Anonyme, Tuesday, July 11, 2006 - 09:29

RUBY BIRD

Par RUBY BIRD - Journaliste indépendante

A l’heure où Israël ose, sous le prétexte fallacieux de la capture d’un soldat (on connaît tous la mauvaise et véridique réputation de l’armée Tsahal), commet pour la énième fois des atrocités appelées crimes contre l’humanité. La lâcheté d’une puissance militaire contre un peuple sans défense nous démontre que la lâcheté universelle, par son silence obstiné, est encore pire. On veut nous ressasser sans cesse le devoir de mémoire pour une action qui s’est passé et dont les « victimes » remettent à l’ordre du jour et pour leur entier plaisir. Car l’on peut parler de jouissance quand certains de leurs représentants s’en vantent partout où ils passent. Un jour, bientôt nous le savons, les Français se réveilleront et cela fera très mal dans les chaumières.Suit un exemple de la vie quotidienne et des souffrances imposées par des représentants de l’armée israélienne. QUE LA ROUTINE !

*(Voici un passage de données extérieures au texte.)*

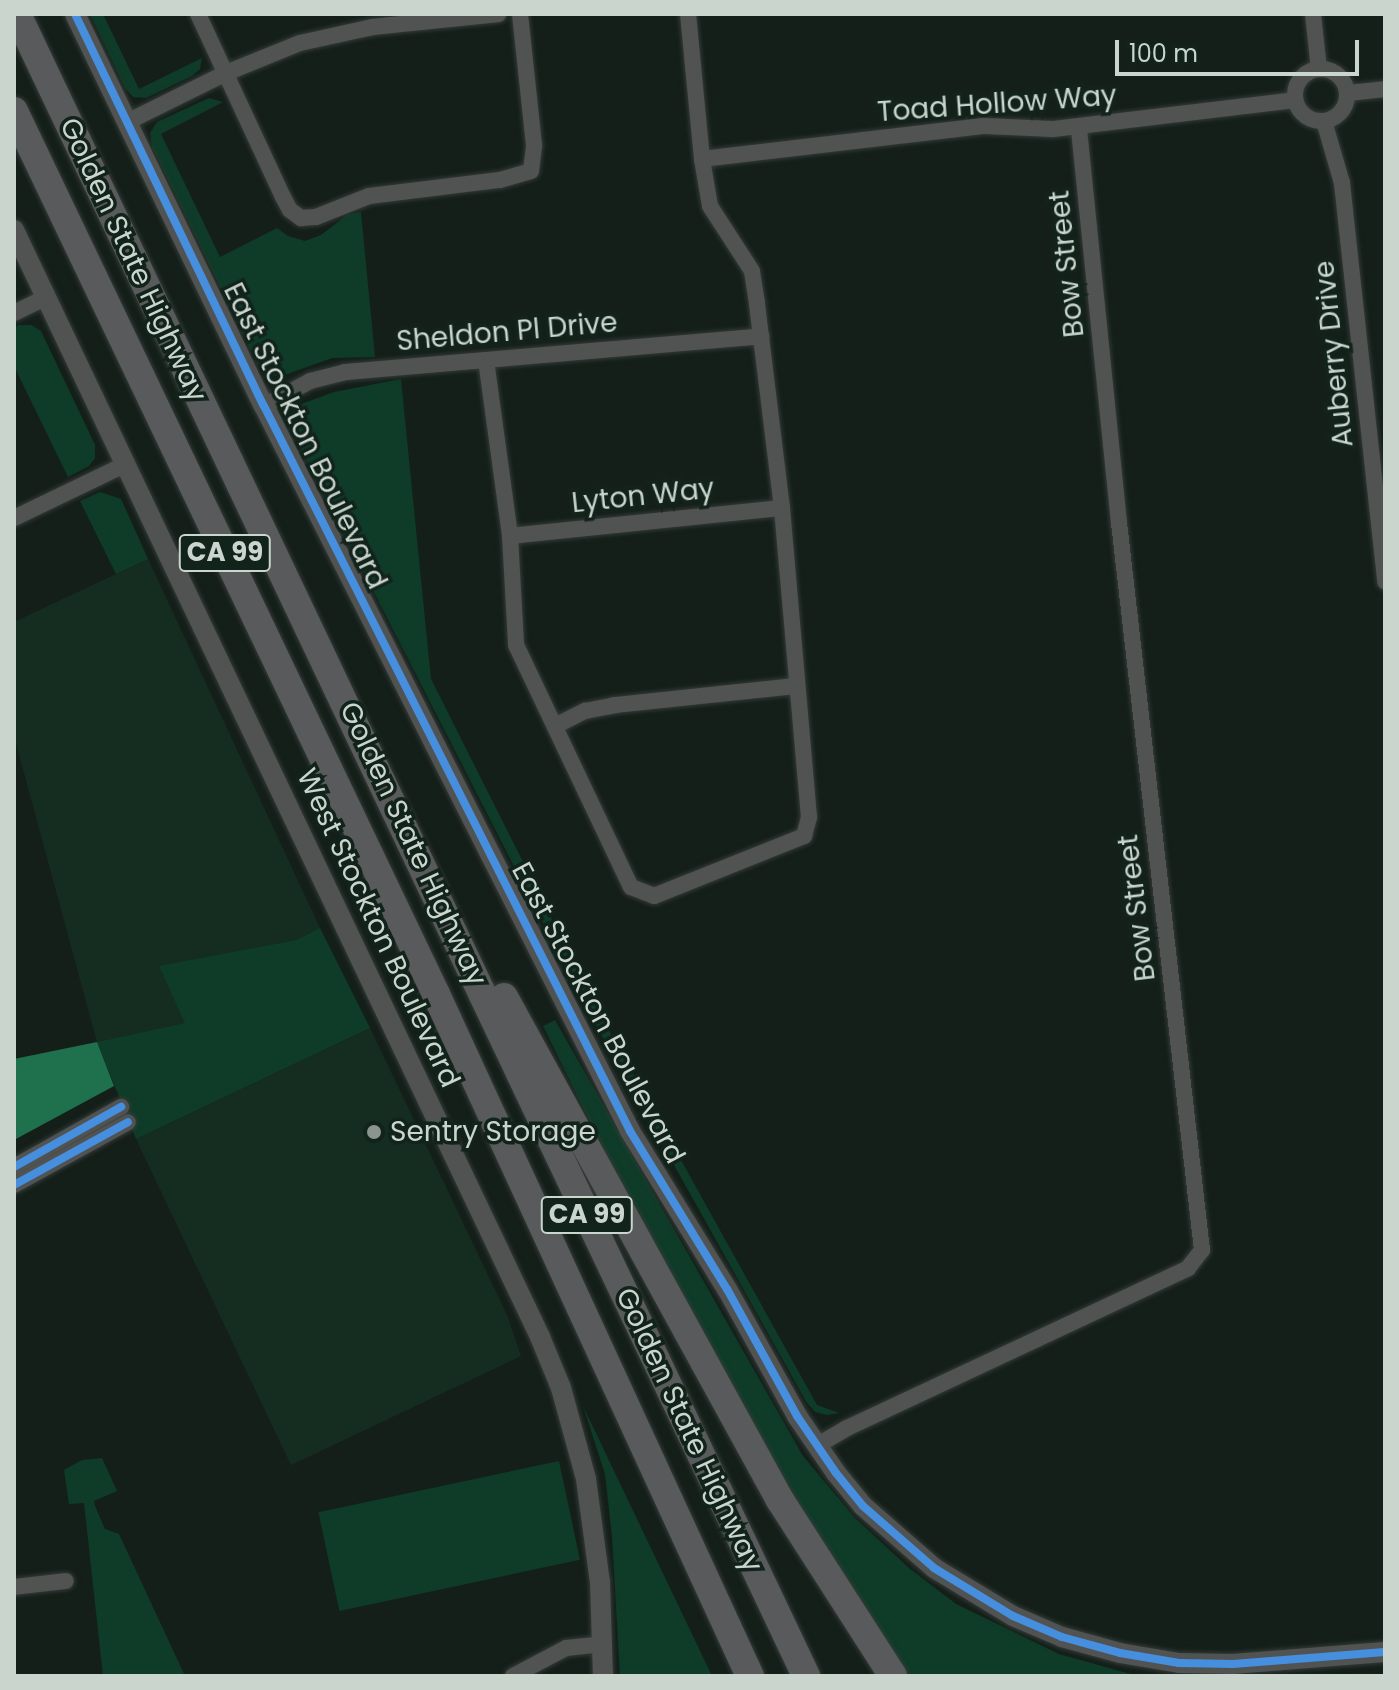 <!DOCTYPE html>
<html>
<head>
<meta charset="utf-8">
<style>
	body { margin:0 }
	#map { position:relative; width:1399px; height:1690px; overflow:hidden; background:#151f1a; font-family:Poppins,sans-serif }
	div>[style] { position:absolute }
	.built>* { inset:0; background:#152d21 }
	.green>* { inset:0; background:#0e3c28; transform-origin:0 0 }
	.water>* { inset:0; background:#1f714e }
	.roads { filter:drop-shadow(0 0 2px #333b37) drop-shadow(0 0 2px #333b37) }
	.minor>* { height:16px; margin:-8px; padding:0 8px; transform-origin:8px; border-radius:8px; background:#515353 }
	.minor>.ring { margin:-8px; padding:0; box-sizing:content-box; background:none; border:16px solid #515353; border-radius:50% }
	.tertiary>* { height:20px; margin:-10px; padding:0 10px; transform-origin:10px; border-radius:10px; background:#515353 }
	.motorway>* { height:28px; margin:-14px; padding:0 14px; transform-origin:14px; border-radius:14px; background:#595a5b }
	.cycleway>* { height:8px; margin:-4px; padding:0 4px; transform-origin:4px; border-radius:4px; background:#468fdf }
	.dots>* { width:22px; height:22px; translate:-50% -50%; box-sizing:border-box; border:4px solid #11231a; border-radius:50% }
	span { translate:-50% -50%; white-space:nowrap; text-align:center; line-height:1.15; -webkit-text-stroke:7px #11231a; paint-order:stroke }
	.shield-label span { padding:2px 6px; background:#11231a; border:2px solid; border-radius:6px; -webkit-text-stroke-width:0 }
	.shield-label { font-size:26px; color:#cad5ce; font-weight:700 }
	.street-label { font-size:28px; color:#cad5ce }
	.poi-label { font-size:28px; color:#cad5ce }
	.left { translate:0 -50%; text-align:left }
	.frame { position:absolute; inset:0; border:16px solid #cad5ce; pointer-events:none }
	.scale { position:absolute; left:1115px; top:40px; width:244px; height:36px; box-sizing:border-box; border:4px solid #cad5ce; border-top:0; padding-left:10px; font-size:24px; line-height:28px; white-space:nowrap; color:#cad5ce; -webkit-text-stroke:6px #11231a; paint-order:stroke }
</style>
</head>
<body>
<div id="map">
	<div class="built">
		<i style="clip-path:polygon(148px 559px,320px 928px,296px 940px,160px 966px,186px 1023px,97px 1042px,14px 736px,14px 622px)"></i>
		<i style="clip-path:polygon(370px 1028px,507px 1315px,521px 1356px,291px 1465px,136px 1139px)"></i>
	</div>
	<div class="green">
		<i style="clip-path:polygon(90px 14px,103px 14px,139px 89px,202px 58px,200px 69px,192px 76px,146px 98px,133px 97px,125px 88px)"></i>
		<i style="clip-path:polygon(209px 98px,223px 102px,161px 134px,220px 257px,277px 228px,288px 236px,305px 241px,321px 235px,347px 215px,361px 212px,375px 357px,332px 358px,282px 376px,269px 375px,259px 367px,152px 147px,150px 133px,157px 122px)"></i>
		<i style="clip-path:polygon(19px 325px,31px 325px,41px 331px,95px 445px,95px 458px,89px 466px,68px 477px,14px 366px,14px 327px)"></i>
		<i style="clip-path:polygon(401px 379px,431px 679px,596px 1007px,817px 1405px,839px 1413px,827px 1415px,815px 1412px,807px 1403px,588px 1011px,289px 426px,296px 406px,334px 392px)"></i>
		<i style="clip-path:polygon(100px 492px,121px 499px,148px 559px,116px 574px,80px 501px)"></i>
		<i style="clip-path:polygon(320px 928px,370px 1028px,136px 1139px,97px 1042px,185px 1023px,159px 966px,296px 940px)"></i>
		<i style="clip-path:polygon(555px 1020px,803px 1456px,854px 1517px,909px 1568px,956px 1604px,1059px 1654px,1138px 1676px,905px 1676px,826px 1555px,663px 1270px,543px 1026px)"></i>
		<i style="clip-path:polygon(583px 1406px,712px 1676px,620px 1676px,612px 1536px,605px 1474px)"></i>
		<i style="clip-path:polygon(102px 1458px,117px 1491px,94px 1501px,95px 1506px,105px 1529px,119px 1534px,185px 1676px,103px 1676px,84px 1503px,69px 1504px,64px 1470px,82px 1460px)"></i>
		<i style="left:559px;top:1461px;width:101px;height:246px;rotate:78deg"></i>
	</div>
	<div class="water">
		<i style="clip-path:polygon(97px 1042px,114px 1086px,14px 1140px,14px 1059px)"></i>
	</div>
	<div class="roads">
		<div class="minor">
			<i style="left:198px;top:14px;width:202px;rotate:65.1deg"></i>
			<i style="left:283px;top:197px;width:15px;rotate:62deg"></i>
			<i style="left:290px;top:210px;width:14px;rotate:36deg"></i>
			<i style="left:301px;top:218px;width:15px;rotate:-4deg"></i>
			<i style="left:316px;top:217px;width:57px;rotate:-21.6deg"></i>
			<i style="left:369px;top:196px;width:132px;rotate:-7deg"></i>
			<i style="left:500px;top:180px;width:32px;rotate:-16deg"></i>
			<i style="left:531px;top:171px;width:26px;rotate:-83deg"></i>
			<i style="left:534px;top:145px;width:132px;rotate:-96.1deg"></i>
			<i style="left:1313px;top:14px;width:55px;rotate:83.8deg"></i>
			<i class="ring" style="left:1295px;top:69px;width:36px;height:36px"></i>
			<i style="left:1348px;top:93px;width:37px;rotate:-6deg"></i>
			<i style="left:1324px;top:121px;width:65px;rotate:73.8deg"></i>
			<i style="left:1342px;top:183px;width:401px;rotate:83.8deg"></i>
			<i style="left:127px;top:122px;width:110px;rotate:-26.3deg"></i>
			<i style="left:226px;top:73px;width:80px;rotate:-22.1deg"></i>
			<i style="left:300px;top:43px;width:75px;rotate:-12.4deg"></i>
			<i style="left:373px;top:27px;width:126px;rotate:-5.9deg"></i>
			<i style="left:702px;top:159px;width:285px;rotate:-6.7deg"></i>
			<i style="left:985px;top:126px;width:68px;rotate:2.5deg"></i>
			<i style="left:1053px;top:129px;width:244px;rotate:-6.8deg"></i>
			<i style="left:14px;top:313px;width:37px;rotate:-26deg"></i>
			<i style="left:486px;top:360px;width:178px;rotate:82.2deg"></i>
			<i style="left:510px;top:536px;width:109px;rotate:86.8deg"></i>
			<i style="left:516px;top:645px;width:268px;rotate:64.6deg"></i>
			<i style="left:631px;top:887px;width:25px;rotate:21deg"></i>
			<i style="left:654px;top:896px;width:162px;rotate:-21.8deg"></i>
			<i style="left:804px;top:836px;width:20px;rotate:-75deg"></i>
			<i style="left:809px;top:817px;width:310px;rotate:-95deg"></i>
			<i style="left:782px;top:508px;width:207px;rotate:-97deg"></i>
			<i style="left:757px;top:303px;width:32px;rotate:-99deg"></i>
			<i style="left:752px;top:271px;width:77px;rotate:-122.9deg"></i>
			<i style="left:710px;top:206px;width:48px;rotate:-99.7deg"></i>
			<i style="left:702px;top:159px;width:146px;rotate:-95.5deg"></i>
			<i style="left:264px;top:406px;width:52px;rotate:-28.5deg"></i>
			<i style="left:310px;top:381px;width:36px;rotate:-14deg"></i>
			<i style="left:345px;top:372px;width:418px;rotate:-4.9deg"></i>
			<i style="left:14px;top:518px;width:124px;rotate:-25.7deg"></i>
			<i style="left:510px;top:536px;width:273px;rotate:-5.9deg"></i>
			<i style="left:555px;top:726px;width:34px;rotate:-27deg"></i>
			<i style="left:585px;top:711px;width:31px;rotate:-11deg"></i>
			<i style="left:615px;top:705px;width:183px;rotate:-6deg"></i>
			<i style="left:14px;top:1167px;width:123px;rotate:-29.3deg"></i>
			<i style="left:14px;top:1185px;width:130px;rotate:-28.9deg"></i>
			<i style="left:816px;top:1446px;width:34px;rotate:-30deg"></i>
			<i style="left:845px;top:1429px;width:379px;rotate:-25.1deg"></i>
			<i style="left:1188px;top:1268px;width:23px;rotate:-52deg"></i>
			<i style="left:1202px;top:1250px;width:732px;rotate:-96.51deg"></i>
			<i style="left:1119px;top:523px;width:398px;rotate:-95.8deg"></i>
			<i style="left:14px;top:1587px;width:52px;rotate:-6.6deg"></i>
			<i style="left:513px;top:1676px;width:60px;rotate:-27.8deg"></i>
			<i style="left:566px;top:1648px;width:37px;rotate:-6deg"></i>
		</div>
		<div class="tertiary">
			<i style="left:75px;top:14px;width:435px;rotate:64.3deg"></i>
			<i style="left:264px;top:406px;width:812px;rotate:63.21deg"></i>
			<i style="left:630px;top:1131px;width:185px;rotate:58.5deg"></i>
			<i style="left:727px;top:1289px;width:145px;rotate:61.1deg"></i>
			<i style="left:797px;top:1416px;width:69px;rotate:55.6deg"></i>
			<i style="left:836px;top:1473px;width:43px;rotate:50.7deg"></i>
			<i style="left:863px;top:1506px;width:94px;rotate:41.1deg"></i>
			<i style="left:934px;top:1568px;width:92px;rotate:31.3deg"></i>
			<i style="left:1013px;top:1616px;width:53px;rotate:23.2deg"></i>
			<i style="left:1062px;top:1637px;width:60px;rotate:15.4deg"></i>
			<i style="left:1120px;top:1653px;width:60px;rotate:9.6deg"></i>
			<i style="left:1179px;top:1663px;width:54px;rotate:1.1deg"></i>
			<i style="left:1233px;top:1664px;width:152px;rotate:-4.5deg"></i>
			<i style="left:14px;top:230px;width:1226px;rotate:64.58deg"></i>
			<i style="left:540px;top:1337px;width:55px;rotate:67.6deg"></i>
			<i style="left:561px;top:1388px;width:94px;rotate:74.6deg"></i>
			<i style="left:586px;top:1479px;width:104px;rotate:82.3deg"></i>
			<i style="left:600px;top:1582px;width:94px;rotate:88.2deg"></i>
		</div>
		<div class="motorway">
			<i style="left:17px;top:14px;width:1840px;rotate:64.6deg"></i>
			<i style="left:14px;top:111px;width:979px;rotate:64.46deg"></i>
			<i style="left:436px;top:994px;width:751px;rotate:65.28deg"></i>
			<i style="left:504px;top:997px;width:574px;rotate:61.25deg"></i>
			<i style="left:780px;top:1500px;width:209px;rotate:57.3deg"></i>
		</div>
	</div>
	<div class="cycleway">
		<i style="left:75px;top:14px;width:435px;rotate:64.3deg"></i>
		<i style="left:264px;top:406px;width:812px;rotate:63.21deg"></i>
		<i style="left:630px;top:1131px;width:185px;rotate:58.5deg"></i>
		<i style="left:727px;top:1289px;width:145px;rotate:61.1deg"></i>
		<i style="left:797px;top:1416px;width:69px;rotate:55.6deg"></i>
		<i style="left:836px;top:1473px;width:43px;rotate:50.7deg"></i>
		<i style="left:863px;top:1506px;width:94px;rotate:41.1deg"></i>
		<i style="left:934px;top:1568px;width:92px;rotate:31.3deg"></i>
		<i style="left:1013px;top:1616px;width:53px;rotate:23.2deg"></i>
		<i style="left:1062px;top:1637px;width:60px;rotate:15.4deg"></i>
		<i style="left:1120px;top:1653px;width:60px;rotate:9.6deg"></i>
		<i style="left:1179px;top:1663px;width:54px;rotate:1.1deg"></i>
		<i style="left:1233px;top:1664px;width:152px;rotate:-4.5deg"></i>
		<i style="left:14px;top:1167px;width:123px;rotate:-29.3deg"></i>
		<i style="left:14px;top:1185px;width:130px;rotate:-28.9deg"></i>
	</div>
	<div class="dots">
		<i style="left:374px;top:1132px;background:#8b958f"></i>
	</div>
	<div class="shield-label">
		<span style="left:225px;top:553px">CA 99</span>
		<span style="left:587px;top:1215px">CA 99</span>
	</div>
	<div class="street-label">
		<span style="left:997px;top:104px;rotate:-4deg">Toad Hollow Way</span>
		<span style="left:133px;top:260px;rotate:65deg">Golden State Highway</span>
		<span style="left:1067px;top:264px;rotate:-96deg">Bow Street</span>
		<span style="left:507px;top:332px;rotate:-5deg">Sheldon Pl Drive</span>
		<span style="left:1334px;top:354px;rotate:-96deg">Auberry Drive</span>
		<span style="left:305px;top:436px;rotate:64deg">East Stockton Boulevard</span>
		<span style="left:643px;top:496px;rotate:-6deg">Lyton Way</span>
		<span style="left:413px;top:844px;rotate:65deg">Golden State Highway</span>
		<span style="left:1137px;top:908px;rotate:-97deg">Bow Street</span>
		<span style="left:378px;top:928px;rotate:65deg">West Stockton Boulevard</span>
		<span style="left:598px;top:1013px;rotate:62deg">East Stockton Boulevard</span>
		<span style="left:689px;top:1430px;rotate:65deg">Golden State Highway</span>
	</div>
	<div class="poi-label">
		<span class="left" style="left:390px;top:1132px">Sentry Storage</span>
	</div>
	<div class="frame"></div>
	<div class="scale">100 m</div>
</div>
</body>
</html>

------------L’ETHIQUE ECONOMIQUE D’UN CHECKPOINT
Par Ramma Hammami de la Revue d’études palestiniennes n° 98 – Revue trimestrielle publiée par l’Institut des Etudes Palestiniennes.

« … Pendant près de 3 ans, de mars 2001 à décembre 2003, la dernière étape du trajet ente l’Université de BIRZEIT et Ramallah consistait à parcourir à pied les 1 ou 2 kilomètres du point de contrôle de SURDA. Les passagers devaient descendre des minibus qui s’agglutinaient de part et d’autre de la zone interdite aux voitures…. Des milliers de personnes faisaient le trajet tous les jours…. Ceux qui avaient soif sur le trajet pouvait acheter à boire à un revendeur ambulant. Ceux qui avaient oublié quelque achat d’épicerie pouvaient s’arrêter à l’un des étals surnommés les « Duty free ».

« Les pires jours, des soldats à la gâchette facile interdisaient soudain le passage d’étudiants et de villageois qui se retrouvaient coincés du mauvais côté de leur trajet vers le travail ou la maison. Plus généralement, les soldats pouvaient débarquer du checkpoint pendant quelques heures, pour s’amuser avec le flot des marcheurs, les arrêtant tous – ou quelques-uns au hasard – contrôlant interminablement leurs cartes d’identité ou leurs bagages. Le plus souvent, ils « réorganisaient » les conducteurs ou les marchands ambulants en défonçant leur minibus ou leurs étals avec leurs Jeeps. En trois ans, au checkpoint de Surda, trois Palestiniens ont été abattus par l’armée israélienne, deux autres sont morts lors d’accidents liés à des destructions de minibus, un homme au moins est mort de crise cardiaque alors qu’il attendait de pouvoir passer sur son brancard, deux bébés ont été mis au monde derrière un tas de décombres et un nombre indéterminé de jeunes gens ont été tabassés par les soldats, souvent sous les yeux de la foule. Personne n'a compté le nombre de blessés lors des manifestations dérisoires organisées pour démolir le barrage. »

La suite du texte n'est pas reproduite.